Em Ludhiana, a realidade da guerra chegou rapidamente.

Em 1940, novas políticas ordenaram que todos os cidadãos alemães — judeus ou não — fossem enviados para campos de concentração.

As famílias Wachsler e Schafranek foram realocadas à força para o Campo de Internamento de Purandhar, perto de Poona (hoje Pune), alojadas em alojamentos vazios, com lampiões a querosene e conforto mínimo. Não haviam cometido nenhum crime – apenas portavam o passaporte errado.

Por fim, a libertação se tornou possível — se eles conseguissem encontrar trabalho remunerado.

Alfred e Siegfried Schafranek conseguiram cargos de gestão em uma nova empresa de madeira compensada em Bangalore e se mudaram para lá com suas famílias, começando tudo de novo. A família Wachsler deixou o campo em 1942, depois que Alfred encontrou um emprego em Karachi. As duas famílias nunca mais se encontraram.

O campo de Purandhar foi fechado em 1946, quase um ano após o fim da guerra.

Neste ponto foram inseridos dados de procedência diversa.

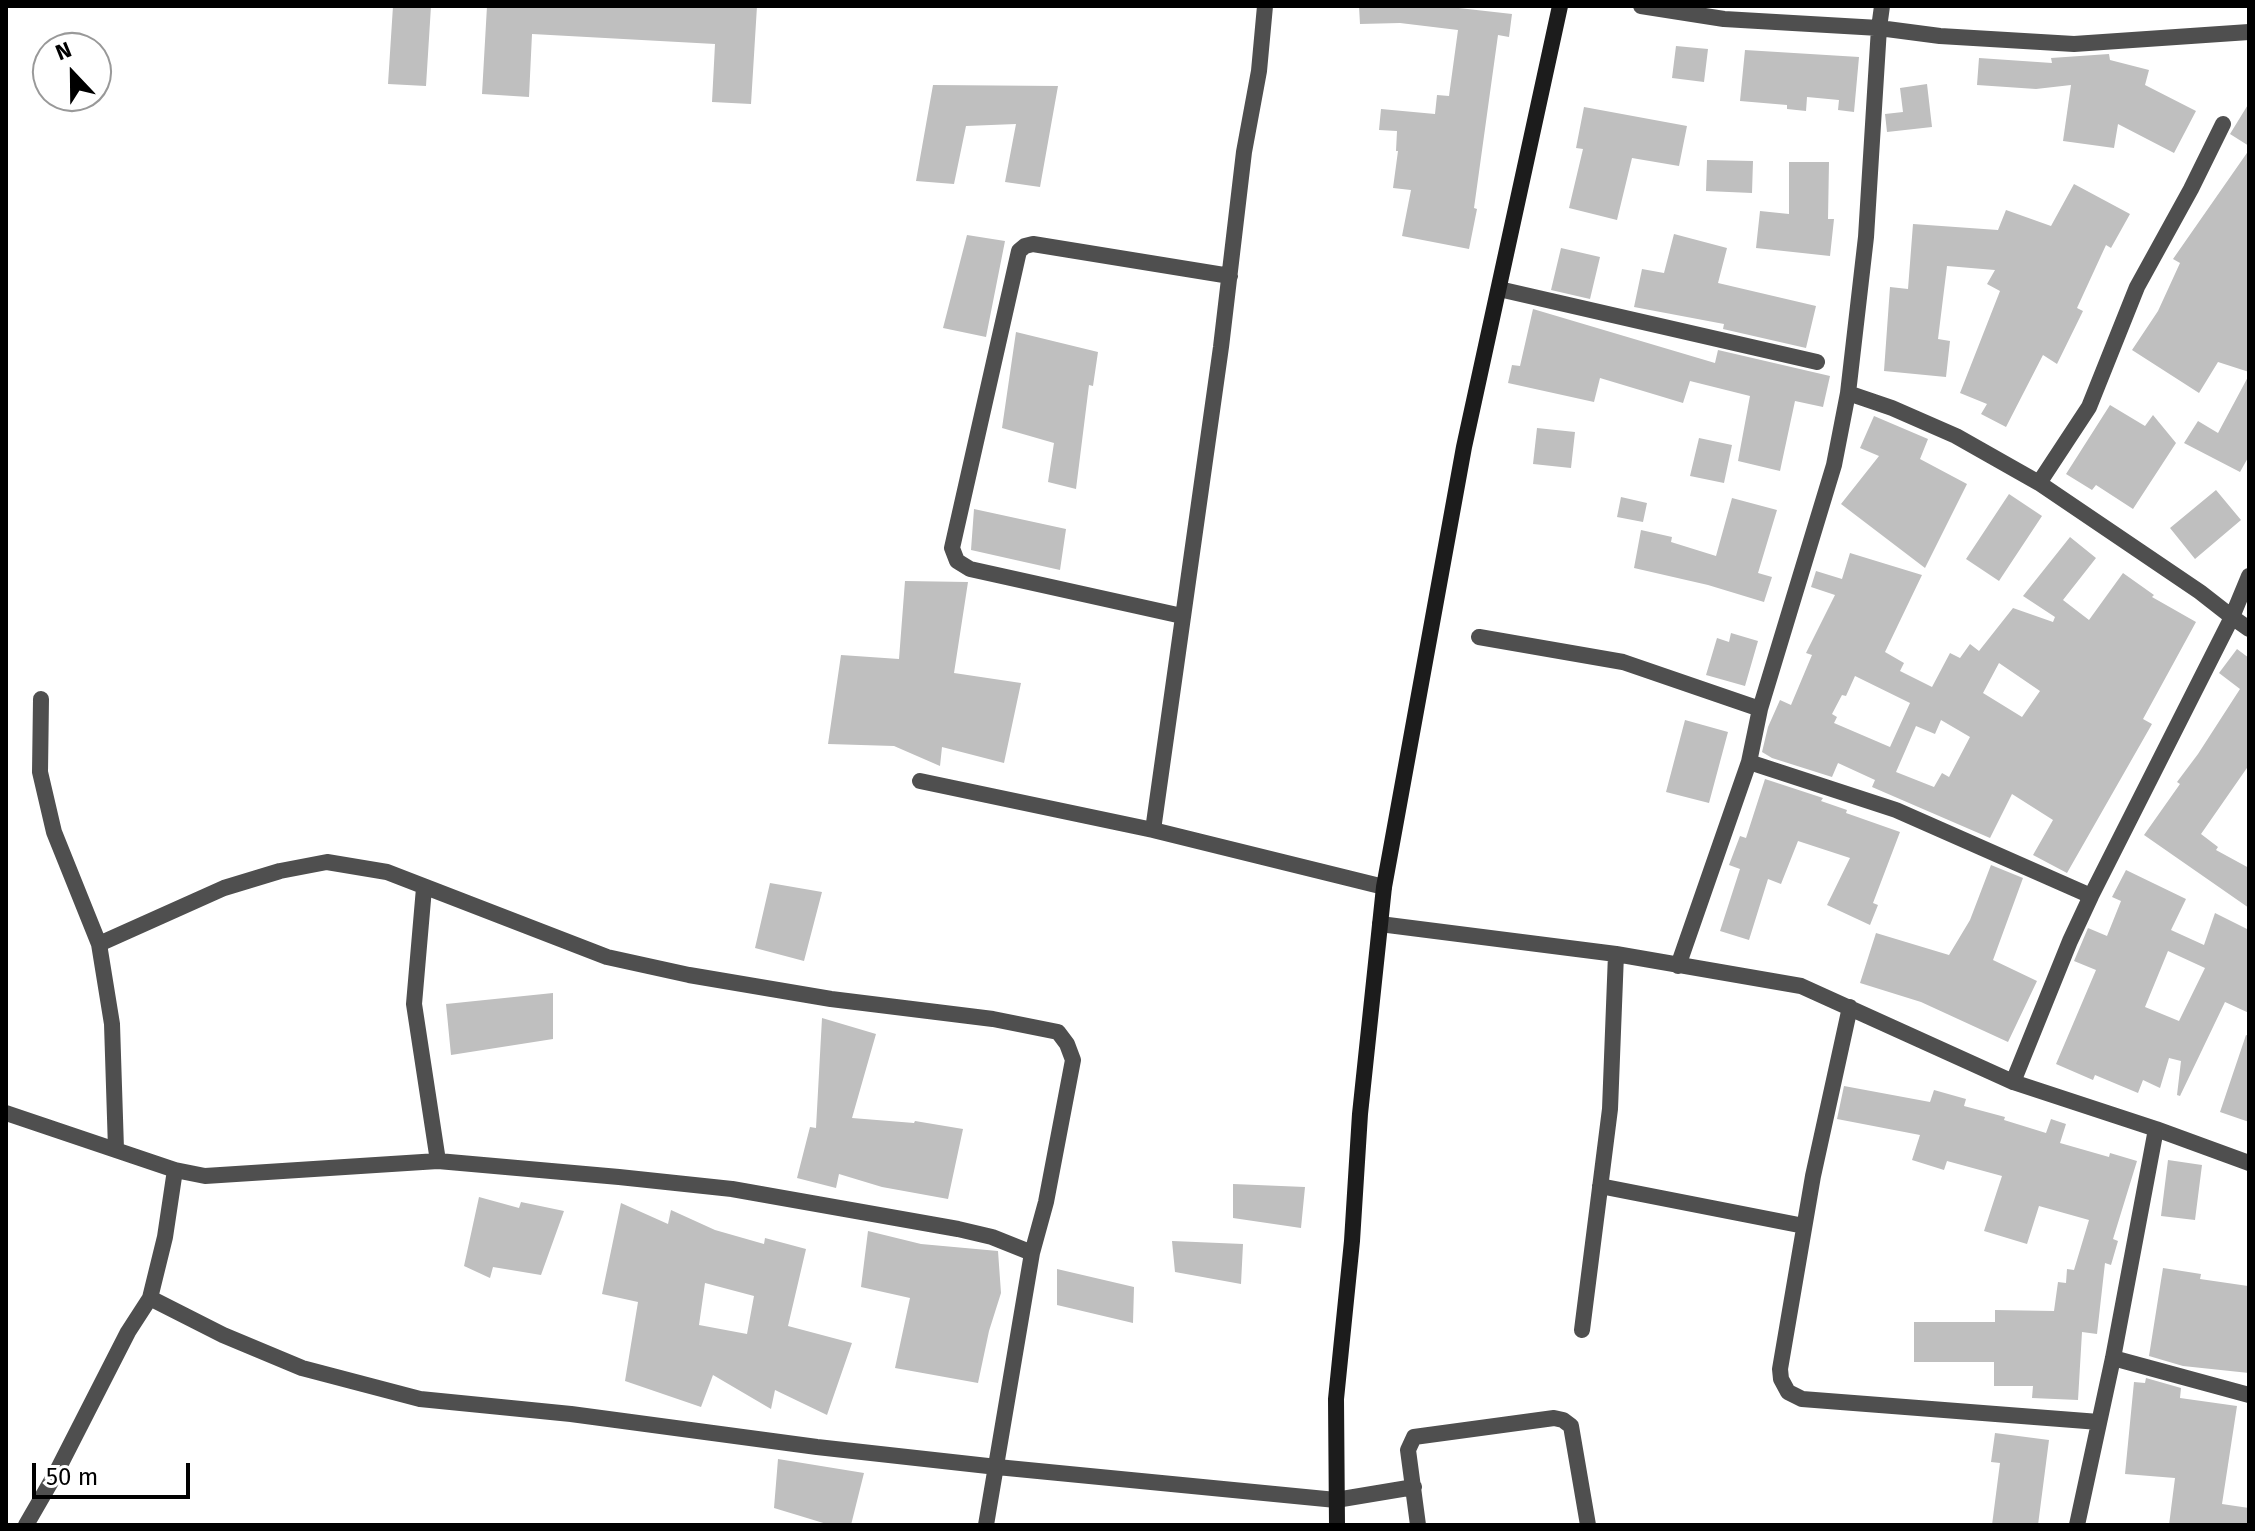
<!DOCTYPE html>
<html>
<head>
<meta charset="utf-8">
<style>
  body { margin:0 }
  #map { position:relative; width:2255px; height:1531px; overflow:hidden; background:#fff; font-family:"Fira Sans",sans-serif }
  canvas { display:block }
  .frame { position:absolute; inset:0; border:8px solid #000; pointer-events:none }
  .north { position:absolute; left:32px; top:32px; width:80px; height:80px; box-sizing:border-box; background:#fff; border:2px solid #999; border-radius:50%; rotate:338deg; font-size:22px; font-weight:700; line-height:32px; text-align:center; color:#000 }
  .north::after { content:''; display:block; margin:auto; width:28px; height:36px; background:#000; clip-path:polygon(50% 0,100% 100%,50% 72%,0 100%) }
  .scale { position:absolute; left:32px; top:1463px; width:158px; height:36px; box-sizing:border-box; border:4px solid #000; border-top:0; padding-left:10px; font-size:24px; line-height:28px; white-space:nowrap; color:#000; -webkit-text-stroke:6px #fff; paint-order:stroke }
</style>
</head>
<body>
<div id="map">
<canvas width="2255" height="1531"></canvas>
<div class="frame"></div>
<div class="north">N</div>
<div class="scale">50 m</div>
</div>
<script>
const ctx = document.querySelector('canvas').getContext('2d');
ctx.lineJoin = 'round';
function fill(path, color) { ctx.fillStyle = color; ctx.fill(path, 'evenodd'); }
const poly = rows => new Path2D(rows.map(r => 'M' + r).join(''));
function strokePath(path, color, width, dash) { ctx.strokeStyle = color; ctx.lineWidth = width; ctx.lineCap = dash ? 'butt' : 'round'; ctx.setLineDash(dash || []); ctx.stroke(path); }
fill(poly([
  [393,6,431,6,426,86,388,84],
  [487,6,757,6,751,104,712,102,715,44,532,34,529,97,482,94],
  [1359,6,1441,6,1512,14,1509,37,1498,35,1474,208,1477,209,1469,249,1402,236,1411,190,1393,188,1398,151,1396,151,1397,131,1379,130,1381,109,1435,114,1437,95,1449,96,1458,30,1400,23,1360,24],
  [1676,46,1708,49,1704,82,1672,78],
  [1745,50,1859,57,1854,112,1838,110,1839,100,1807,97,1806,111,1787,109,1787,105,1740,101],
  [2109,54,2110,60,2149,70,2145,85,2196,111,2174,153,2118,124,2114,148,2063,141,2071,85,2036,89,1977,85,1979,58,2052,63,2051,58],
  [1927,84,1932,127,1887,132,1885,114,1903,112,1900,88],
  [933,85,1058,86,1040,187,1005,182,1016,124,966,126,954,184,916,181],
  [2249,103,2249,146,2230,134],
  [1584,107,1687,126,1679,166,1632,158,1617,220,1569,208,1583,149,1576,148],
  [2249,150,2249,372,2218,362,2199,393,2132,350,2158,311,2180,263,2173,259],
  [1707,160,1753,161,1752,193,1706,191],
  [1789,162,1829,162,1828,219,1834,219,1830,256,1756,248,1760,211,1789,214],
  [2074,184,2130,214,2111,248,2106,245,2077,308,2083,311,2057,364,2043,355,2006,427,1981,414,1987,404,1960,393,2000,291,1987,284,1995,270,1947,266,1938,339,1950,341,1946,377,1884,371,1890,287,1908,289,1913,224,1998,230,2006,210,2051,226],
  [1674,234,1727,248,1718,283,1816,306,1806,348,1723,329,1724,324,1634,307,1642,269,1664,273],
  [967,235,1005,241,986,337,943,328],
  [1561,248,1600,257,1590,299,1551,290],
  [1533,309,1715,363,1718,350,1830,376,1823,407,1795,401,1780,471,1738,461,1750,396,1690,381,1683,403,1600,378,1594,402,1508,383,1512,365,1520,366],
  [1016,332,1098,352,1093,386,1089,385,1076,489,1048,482,1054,443,1002,428],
  [2249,375,2249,456,2240,472,2184,443,2198,421,2218,433],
  [2110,405,2145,426,2153,415,2176,443,2133,509,2096,485,2092,490,2066,474],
  [1874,416,1928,439,1920,459,1967,484,1925,568,1841,504,1879,456,1860,448],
  [1537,428,1575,432,1571,468,1533,464],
  [1699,438,1732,445,1724,483,1690,476],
  [2216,490,2241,520,2195,559,2170,528],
  [2009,494,2042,516,1999,581,1966,559],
  [1621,497,1647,503,1643,522,1617,517],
  [1732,498,1777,510,1758,573,1772,577,1764,602,1708,585,1634,568,1641,530,1672,537,1671,542,1716,556],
  [974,509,1066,529,1060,570,971,550],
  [2070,537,2096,558,2063,600,2089,620,2123,573,2154,595,2152,597,2196,622,2143,719,2152,724,2067,873,2033,855,2053,820,2012,794,1990,838,1872,787,1875,780,1838,763,1832,777,1772,758,1762,752,1768,727,1780,700,1791,705,1812,655,1806,653,1835,595,1811,587,1816,571,1842,579,1850,553,1922,575,1885,652,1904,663,1900,671,1932,687,1950,653,1960,658,1970,644,1979,651,2013,608,2053,622,2055,617,2023,596],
  [1999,663,2040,691,2022,717,1983,693],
  [1855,676,1910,703,1890,747,1834,723,1837,717,1832,714,1842,695,1846,696],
  [1941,720,1970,737,1949,777,1942,773,1934,787,1896,772,1916,726,1935,734],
  [905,581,968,582,954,673,1021,683,1004,763,942,747,940,766,894,746,828,744,841,655,899,659],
  [1731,633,1758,641,1745,686,1706,675,1717,638,1729,642],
  [2237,649,2249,658,2249,765,2201,834,2218,847,2216,850,2249,868,2249,908,2144,835,2180,784,2177,782,2198,754,2240,689,2219,673],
  [1685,720,1728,732,1709,803,1666,792],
  [1765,779,1823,798,1821,801,1847,810,1846,813,1900,832,1873,903,1878,905,1870,925,1827,905,1850,858,1798,841,1781,884,1768,879,1749,940,1720,931,1740,869,1729,865,1740,836,1746,838],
  [1991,865,2023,878,1993,960,2037,981,2008,1042,1921,1002,1860,983,1876,933,1949,955,1970,920],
  [2126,870,2186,899,2171,930,2204,945,2215,913,2249,930,2249,1013,2225,1002,2180,1096,2177,1095,2181,1061,2169,1058,2160,1088,2143,1080,2138,1093,2095,1075,2093,1080,2056,1064,2096,970,2074,961,2088,928,2107,936,2121,901,2112,897],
  [2168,951,2205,968,2179,1021,2145,1007],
  [770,883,822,892,804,961,755,948],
  [553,993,553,1039,451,1055,446,1004],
  [822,1018,876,1034,852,1118,914,1123,915,1121,963,1129,948,1199,882,1187,839,1174,836,1188,797,1178,810,1127,816,1128],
  [2246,1035,2249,1036,2249,1122,2220,1112],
  [1844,1086,1930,1102,1934,1090,1966,1099,1964,1106,2005,1117,2004,1120,2046,1133,2051,1119,2066,1124,2060,1143,2109,1157,2110,1153,2137,1161,2113,1239,2118,1241,2111,1265,2105,1263,2097,1334,2082,1332,2078,1400,2032,1398,2033,1386,1994,1386,1994,1362,1914,1362,1914,1322,1995,1322,1995,1310,2054,1311,2058,1282,2066,1283,2067,1269,2074,1270,2089,1220,2039,1206,2027,1244,1984,1231,2002,1176,1947,1161,1944,1170,1912,1160,1920,1135,1837,1119],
  [2168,1160,2202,1165,2195,1220,2161,1216],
  [1233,1184,1305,1187,1301,1228,1233,1218],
  [479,1197,519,1208,521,1202,564,1211,541,1275,493,1267,490,1278,464,1266],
  [621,1203,668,1224,671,1210,715,1230,764,1244,765,1238,806,1249,788,1326,852,1343,827,1415,775,1390,771,1409,713,1375,701,1407,625,1381,638,1302,602,1294],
  [705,1283,754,1296,747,1334,699,1325],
  [868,1231,921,1244,998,1251,1001,1293,989,1331,978,1383,895,1368,910,1298,861,1287],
  [1172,1241,1243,1244,1241,1284,1175,1272],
  [2163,1268,2201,1274,2200,1279,2248,1286,2249,1373,2183,1366,2149,1356],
  [1057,1269,1134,1287,1133,1323,1057,1305],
  [2146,1378,2181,1388,2180,1398,2237,1406,2222,1504,2249,1508,2249,1525,2169,1525,2175,1478,2125,1474,2134,1382,2145,1383],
  [1995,1433,2049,1440,2038,1525,1992,1525,2000,1463,1991,1462],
  [778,1459,864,1473,851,1525,830,1525,774,1508]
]), '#bfbfbf');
strokePath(poly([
  [1641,6,1724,19,1879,28,1940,36,2074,44,2249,32],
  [1882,6,1879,28,1866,237,1848,393,1892,408,1956,436,2039,483],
  [2223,124,2191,189,2137,287,2089,407,2039,483,2200,592,2232,617,2249,576],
  [1499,289,1817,362],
  [1182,616,970,569,957,561,952,548,1019,251,1025,246,1033,244,1230,276],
  [1479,637,1623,662,1760,709],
  [41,699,40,772,54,832,99,944,112,1024,116,1149],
  [1749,762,1896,810,2091,896],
  [920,781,1153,830,1384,887],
  [1153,830,1221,347,1244,152,1259,71,1265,6],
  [424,888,414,1004,438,1161],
  [1380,924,1616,954,1801,986,2013,1082,2156,1129],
  [99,944,224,888,280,871,327,862,387,872,607,957,689,975,831,999,993,1019,1058,1032,1067,1044,1073,1060,1046,1202,1032,1253,986,1525],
  [1678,966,1749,762,1760,709,1834,465,1848,393],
  [1850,1007,1813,1176,1780,1369,1781,1379,1788,1392,1802,1399,2099,1422],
  [2013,1082,2070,941,2091,896,2232,617,2249,629],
  [6,1113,175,1170,205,1176,438,1161,619,1177,732,1189,958,1229,992,1237,1032,1253],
  [1600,1186,1804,1226],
  [150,1298,223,1335,302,1368,420,1399,571,1414,817,1447,997,1467,1336,1500,1414,1487],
  [1582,1330,1610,1109,1616,954],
  [2113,1358,2249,1395],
  [26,1525,56,1473,128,1332,150,1298,165,1237,175,1170],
  [1418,1525,1408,1450,1414,1437,1554,1418,1563,1420,1571,1426,1588,1525],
  [2077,1525,2113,1358,2156,1129,2249,1163]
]), '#4f4f4f', 16);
strokePath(poly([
  [1337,1525,1336,1399,1352,1241,1360,1114,1384,887,1464,447,1560,6]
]), '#1c1c1c', 16);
</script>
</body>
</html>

Em 1948, o primo de Alfred Wachsler patrocinou vistos de refugiado nos EUA para a família. Em outubro daquele ano, eles partiram de Karachi, sem nunca mais retornar à Índia. Os Schafraneks se mudaram para a Austrália em 1947, após um empreendimento bem-sucedido com madeira compensada em Bangalore.

Enquanto pesquisava para o livro, Gupta conheceu Alex Wachsler, cujo pai, Alfred, também construiu a escrivaninha de teca birmanesa que Kundanlal usava em seu pequeno escritório de 11,1 m². (Alfred morreu em 1973.)

"Apesar de viver nos EUA desde os 10 anos de idade, e agora com mais de oitenta anos, Alex Wachsler ainda anseia por sua vida na Índia, come em restaurantes indianos, se delicia em conhecer indianos e os surpreende com seu conhecimento de urdu", escreve Gupta.

De volta a Ludhiana, Kundanlal abriu uma escola para suas filhas em casa, que logo se tornou uma das escolas mais antigas do Punjab – ainda em funcionamento hoje, com 900 alunos. Sua esposa, Saraswati, tornou-se cada vez mais retraída e lutava contra a depressão.

Kundanlal e Saraswati tiveram cinco filhos, incluindo quatro meninas. Em 1965, Saraswati faleceu após uma queda trágica do terraço onde moravam. Ela passou seus últimos anos em silêncio, emocionalmente distante da família. Kundanlal faleceu um ano depois, aos 73 anos, de ataque cardíaco.

"A noção de 'espectador passivo' era um anátema para Kundanlal. Se ele visse algo, ou alguém, que exigisse atenção, ele atendia, nunca se intimidando com a enormidade do problema", escreve Gupta.

Um epitáfio apropriado para um homem cujo legado não foi apenas comercial, mas também desafio silencioso, compaixão e convicção.